» Work required
Using the data below, count the lines that carry the string "shadedWall" and write only the count.

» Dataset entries
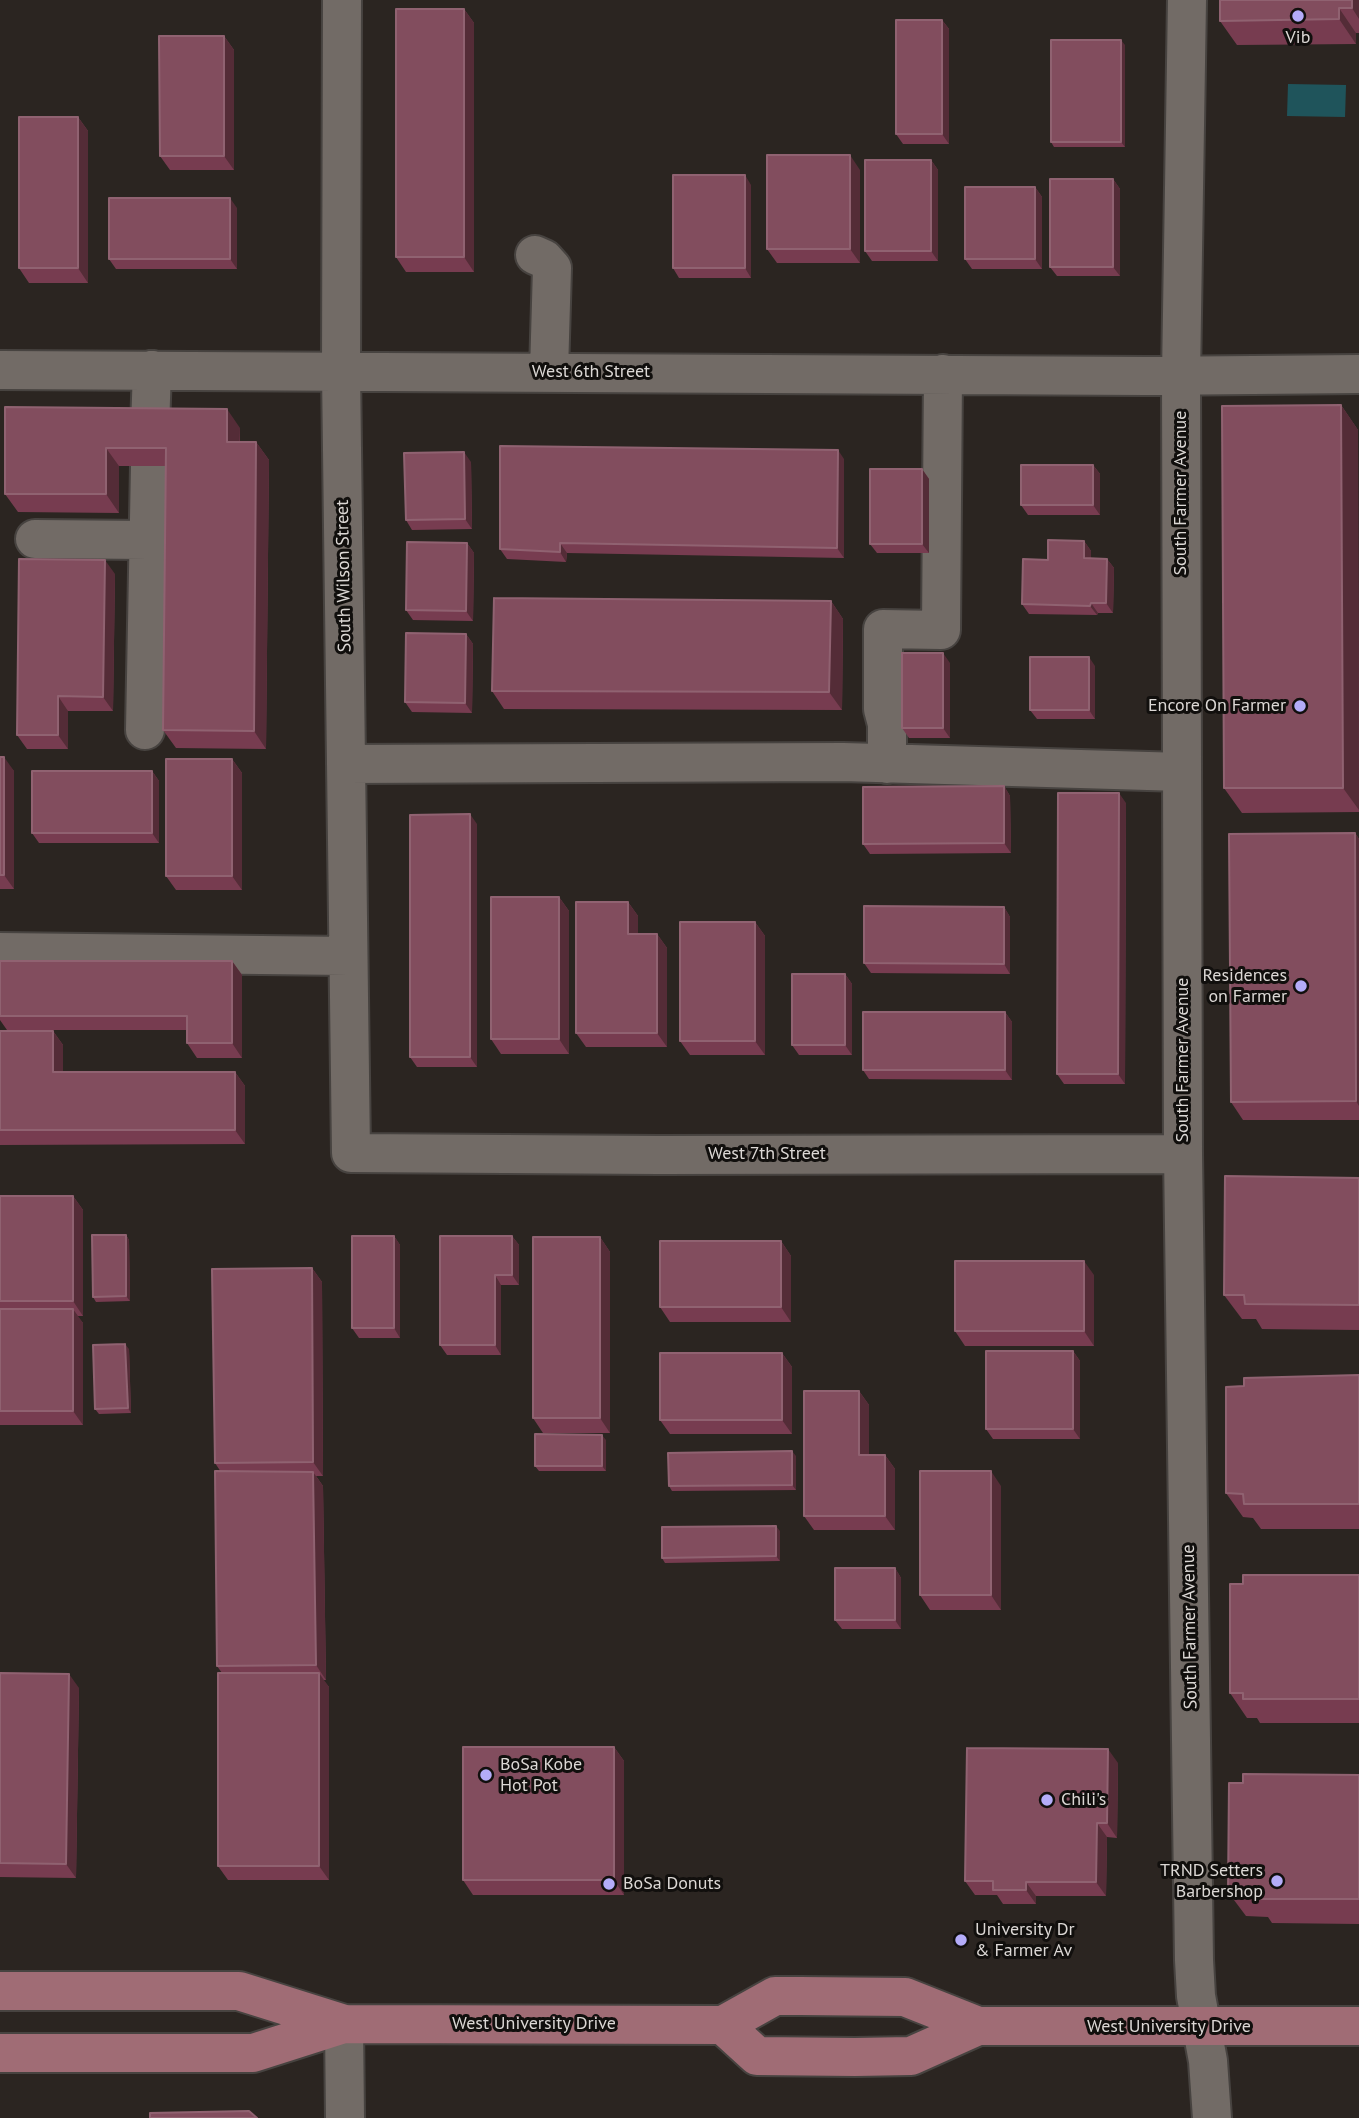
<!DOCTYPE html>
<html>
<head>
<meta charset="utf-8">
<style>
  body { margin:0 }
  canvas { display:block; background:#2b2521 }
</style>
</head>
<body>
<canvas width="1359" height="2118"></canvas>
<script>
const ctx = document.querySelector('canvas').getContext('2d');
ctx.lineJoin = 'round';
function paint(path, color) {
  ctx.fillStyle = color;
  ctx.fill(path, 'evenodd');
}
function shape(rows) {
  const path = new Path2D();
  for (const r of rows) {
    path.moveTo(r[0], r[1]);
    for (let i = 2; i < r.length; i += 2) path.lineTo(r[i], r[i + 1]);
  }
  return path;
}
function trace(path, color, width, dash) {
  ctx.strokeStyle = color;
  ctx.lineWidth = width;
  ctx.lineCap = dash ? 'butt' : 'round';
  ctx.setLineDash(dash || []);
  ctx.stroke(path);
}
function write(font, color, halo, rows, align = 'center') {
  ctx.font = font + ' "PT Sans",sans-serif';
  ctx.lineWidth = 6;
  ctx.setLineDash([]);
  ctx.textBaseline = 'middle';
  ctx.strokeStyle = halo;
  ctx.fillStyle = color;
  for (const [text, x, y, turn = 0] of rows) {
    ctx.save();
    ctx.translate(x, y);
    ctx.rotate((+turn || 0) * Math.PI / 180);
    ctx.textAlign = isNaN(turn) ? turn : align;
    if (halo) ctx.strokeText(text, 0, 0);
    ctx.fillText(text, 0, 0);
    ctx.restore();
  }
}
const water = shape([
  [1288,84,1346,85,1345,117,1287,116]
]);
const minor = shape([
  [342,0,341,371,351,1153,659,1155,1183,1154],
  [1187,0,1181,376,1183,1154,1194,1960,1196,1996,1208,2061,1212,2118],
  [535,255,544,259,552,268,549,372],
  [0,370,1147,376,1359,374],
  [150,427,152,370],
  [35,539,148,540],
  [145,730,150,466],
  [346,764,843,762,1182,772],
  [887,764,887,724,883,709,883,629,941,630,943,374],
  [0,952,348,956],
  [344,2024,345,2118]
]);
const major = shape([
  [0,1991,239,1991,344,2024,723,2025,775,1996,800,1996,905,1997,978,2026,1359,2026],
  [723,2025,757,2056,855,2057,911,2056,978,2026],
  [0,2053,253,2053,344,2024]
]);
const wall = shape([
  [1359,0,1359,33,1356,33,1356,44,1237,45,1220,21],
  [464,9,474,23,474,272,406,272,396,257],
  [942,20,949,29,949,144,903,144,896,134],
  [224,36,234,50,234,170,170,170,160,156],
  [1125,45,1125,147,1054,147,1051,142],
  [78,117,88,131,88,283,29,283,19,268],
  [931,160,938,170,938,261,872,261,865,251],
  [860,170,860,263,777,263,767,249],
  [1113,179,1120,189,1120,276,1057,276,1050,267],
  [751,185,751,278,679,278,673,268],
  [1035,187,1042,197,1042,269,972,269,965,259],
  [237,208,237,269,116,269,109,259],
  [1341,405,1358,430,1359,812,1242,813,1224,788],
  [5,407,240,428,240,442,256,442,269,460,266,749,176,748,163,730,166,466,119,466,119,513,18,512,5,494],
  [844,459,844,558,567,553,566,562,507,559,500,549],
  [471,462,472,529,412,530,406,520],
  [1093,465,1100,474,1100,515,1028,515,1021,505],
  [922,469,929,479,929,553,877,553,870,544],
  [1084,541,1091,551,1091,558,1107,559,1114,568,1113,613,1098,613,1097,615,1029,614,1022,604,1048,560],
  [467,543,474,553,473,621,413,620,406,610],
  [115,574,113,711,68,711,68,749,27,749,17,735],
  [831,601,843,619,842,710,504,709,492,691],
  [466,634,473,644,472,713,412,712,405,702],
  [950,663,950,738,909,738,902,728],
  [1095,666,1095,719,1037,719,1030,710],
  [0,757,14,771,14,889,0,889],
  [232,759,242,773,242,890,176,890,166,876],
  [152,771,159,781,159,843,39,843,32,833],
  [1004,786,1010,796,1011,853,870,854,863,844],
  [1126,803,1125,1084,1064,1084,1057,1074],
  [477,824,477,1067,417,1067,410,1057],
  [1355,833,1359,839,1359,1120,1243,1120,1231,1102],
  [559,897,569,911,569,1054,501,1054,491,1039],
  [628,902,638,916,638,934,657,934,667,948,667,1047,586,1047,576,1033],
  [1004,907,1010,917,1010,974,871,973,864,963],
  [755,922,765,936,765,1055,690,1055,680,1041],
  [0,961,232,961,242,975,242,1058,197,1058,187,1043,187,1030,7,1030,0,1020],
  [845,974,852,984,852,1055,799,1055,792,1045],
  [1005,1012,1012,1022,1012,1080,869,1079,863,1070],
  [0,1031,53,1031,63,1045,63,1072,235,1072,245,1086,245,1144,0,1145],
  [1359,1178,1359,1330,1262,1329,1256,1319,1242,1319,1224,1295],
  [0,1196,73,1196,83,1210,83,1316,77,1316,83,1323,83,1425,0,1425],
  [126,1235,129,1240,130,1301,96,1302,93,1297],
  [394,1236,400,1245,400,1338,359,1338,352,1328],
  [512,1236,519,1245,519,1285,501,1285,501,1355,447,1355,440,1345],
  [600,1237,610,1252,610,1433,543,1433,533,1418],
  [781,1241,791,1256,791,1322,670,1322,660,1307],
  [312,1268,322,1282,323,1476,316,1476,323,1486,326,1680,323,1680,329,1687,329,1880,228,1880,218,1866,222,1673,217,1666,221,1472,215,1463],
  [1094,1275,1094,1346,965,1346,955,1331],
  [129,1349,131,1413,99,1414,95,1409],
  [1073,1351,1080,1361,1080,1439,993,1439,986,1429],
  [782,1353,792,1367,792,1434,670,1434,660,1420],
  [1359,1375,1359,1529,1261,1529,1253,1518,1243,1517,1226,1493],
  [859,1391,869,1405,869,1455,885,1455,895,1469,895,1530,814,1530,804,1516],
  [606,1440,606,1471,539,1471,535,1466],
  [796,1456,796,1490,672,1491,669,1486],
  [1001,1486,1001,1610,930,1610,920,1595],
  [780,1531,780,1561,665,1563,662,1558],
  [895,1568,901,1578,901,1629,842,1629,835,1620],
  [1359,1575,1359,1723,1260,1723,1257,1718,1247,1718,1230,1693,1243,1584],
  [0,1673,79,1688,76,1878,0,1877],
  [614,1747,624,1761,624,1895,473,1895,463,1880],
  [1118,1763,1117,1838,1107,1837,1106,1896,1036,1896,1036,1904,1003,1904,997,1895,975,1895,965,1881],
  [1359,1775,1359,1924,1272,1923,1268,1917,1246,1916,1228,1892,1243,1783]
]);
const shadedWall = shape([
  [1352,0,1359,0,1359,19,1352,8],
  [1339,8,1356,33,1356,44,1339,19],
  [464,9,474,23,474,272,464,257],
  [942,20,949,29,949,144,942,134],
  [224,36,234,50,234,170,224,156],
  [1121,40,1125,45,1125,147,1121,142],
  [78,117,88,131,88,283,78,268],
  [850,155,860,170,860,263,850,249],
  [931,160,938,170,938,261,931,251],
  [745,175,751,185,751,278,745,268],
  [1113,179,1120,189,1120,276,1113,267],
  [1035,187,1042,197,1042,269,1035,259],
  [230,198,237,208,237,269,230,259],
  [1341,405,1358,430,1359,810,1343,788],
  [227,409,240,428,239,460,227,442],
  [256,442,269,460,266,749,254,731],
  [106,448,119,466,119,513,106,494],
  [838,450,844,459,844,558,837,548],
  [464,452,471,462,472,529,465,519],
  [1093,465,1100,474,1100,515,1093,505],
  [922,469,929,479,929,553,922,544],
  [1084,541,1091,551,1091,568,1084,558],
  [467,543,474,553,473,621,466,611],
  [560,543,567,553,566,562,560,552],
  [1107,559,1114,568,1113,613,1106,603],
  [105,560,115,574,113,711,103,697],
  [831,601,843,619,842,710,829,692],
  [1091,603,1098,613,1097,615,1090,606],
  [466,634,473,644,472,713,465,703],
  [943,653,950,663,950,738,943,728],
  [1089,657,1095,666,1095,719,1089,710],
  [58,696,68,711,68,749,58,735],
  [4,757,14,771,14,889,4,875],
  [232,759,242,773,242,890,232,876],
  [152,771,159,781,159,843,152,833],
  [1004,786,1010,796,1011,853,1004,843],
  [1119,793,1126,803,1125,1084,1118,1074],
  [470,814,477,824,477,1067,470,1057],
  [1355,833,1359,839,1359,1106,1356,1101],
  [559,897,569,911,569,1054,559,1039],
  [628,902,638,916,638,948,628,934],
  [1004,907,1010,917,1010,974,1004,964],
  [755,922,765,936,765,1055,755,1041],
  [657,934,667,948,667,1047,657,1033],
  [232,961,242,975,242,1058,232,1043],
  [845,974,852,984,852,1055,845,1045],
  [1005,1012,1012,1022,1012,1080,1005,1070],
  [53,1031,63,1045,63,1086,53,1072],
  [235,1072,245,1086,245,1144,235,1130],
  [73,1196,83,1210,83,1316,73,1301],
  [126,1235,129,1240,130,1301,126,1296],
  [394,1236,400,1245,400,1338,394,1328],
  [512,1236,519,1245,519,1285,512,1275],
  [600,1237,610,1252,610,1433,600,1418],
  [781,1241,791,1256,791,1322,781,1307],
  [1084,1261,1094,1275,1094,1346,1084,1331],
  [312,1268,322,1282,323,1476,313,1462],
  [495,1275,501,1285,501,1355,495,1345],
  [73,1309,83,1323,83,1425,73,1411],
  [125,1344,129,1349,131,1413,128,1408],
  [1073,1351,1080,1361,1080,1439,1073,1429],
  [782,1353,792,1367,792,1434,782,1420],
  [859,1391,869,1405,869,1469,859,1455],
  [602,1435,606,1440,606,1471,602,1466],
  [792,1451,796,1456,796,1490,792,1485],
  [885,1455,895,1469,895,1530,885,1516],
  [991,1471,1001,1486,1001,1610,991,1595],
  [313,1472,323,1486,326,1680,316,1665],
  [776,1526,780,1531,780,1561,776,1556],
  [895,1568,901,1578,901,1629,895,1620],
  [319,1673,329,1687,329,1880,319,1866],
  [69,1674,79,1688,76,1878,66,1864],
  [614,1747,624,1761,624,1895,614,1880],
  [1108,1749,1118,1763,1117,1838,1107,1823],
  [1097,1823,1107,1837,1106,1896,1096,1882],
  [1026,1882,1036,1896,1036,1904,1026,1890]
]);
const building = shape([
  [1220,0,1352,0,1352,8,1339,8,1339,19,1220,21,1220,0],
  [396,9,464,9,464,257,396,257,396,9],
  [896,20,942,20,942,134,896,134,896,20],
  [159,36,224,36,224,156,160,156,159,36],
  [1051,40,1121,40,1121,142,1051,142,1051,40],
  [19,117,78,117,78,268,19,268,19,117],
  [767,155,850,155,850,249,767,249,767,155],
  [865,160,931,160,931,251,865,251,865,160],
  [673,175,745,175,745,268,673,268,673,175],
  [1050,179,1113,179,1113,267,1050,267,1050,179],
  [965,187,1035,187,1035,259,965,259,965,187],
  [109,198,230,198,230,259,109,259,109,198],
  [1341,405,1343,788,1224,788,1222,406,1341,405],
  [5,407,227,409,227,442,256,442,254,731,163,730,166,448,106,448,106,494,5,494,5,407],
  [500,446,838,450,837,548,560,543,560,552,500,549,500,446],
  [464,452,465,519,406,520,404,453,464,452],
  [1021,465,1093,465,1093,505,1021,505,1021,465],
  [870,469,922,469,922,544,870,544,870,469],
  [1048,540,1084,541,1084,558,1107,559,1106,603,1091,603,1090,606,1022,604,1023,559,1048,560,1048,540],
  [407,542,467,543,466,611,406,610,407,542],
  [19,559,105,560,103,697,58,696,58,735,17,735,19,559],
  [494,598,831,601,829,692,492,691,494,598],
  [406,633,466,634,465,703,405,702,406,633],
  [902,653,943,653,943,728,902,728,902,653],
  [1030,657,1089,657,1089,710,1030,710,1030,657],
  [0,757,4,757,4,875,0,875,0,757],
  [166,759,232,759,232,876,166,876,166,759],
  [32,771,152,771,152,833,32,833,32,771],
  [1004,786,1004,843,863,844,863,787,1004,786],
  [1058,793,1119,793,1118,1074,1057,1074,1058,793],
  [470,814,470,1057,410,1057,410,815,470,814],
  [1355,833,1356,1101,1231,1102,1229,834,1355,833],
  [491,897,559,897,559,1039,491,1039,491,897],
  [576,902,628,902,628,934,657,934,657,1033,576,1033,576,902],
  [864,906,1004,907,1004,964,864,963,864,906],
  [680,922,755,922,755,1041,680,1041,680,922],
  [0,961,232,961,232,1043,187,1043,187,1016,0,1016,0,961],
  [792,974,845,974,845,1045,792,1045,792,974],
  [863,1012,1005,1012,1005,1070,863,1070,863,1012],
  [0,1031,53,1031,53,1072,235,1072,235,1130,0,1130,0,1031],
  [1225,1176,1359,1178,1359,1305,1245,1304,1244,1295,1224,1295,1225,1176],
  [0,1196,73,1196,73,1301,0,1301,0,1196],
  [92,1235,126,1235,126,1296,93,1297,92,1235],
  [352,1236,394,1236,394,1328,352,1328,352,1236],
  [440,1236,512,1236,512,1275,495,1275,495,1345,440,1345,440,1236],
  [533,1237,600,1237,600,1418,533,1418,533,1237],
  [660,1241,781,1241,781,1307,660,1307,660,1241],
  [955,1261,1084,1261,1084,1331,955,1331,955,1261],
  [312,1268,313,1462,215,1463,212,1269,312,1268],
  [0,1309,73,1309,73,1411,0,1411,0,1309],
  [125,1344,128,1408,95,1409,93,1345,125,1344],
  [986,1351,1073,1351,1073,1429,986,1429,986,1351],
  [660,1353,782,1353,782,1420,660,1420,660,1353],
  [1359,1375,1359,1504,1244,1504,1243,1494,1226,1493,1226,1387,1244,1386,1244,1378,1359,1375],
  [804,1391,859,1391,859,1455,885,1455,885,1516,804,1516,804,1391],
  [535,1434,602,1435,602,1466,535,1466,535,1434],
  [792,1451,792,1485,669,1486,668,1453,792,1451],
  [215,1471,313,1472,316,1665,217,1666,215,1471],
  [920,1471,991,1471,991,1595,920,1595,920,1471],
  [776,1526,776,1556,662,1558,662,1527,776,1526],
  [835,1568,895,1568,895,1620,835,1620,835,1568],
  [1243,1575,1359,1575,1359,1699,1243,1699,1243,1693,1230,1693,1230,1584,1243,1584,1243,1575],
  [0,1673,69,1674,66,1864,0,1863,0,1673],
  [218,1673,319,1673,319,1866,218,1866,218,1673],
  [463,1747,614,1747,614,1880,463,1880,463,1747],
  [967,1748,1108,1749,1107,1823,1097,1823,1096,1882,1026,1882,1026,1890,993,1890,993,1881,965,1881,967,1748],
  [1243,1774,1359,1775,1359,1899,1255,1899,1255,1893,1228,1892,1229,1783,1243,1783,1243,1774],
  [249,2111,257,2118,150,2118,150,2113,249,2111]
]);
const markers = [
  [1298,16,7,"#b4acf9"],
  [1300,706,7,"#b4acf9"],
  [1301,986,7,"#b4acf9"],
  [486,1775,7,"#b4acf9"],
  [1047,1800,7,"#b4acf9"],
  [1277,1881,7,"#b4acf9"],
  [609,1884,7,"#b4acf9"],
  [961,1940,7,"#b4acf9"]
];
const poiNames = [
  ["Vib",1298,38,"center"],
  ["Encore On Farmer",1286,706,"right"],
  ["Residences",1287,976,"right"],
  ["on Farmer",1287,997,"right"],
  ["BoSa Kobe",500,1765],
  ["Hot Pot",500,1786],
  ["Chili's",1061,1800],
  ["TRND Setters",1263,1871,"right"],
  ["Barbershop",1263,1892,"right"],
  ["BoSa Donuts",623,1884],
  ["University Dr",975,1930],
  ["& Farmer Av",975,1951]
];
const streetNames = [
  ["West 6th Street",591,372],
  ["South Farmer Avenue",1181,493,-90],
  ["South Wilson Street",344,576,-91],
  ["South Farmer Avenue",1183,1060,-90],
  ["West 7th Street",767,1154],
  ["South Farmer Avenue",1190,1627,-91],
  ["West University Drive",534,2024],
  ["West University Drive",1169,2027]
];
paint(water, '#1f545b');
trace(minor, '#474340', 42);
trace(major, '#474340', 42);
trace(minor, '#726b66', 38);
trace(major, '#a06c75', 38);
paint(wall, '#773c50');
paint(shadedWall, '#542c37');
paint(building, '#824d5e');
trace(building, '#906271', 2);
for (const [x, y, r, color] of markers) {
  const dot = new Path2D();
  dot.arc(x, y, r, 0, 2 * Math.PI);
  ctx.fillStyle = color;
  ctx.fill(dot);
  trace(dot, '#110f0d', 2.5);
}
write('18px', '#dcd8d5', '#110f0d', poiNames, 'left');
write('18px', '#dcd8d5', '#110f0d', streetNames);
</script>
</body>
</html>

» Task output
2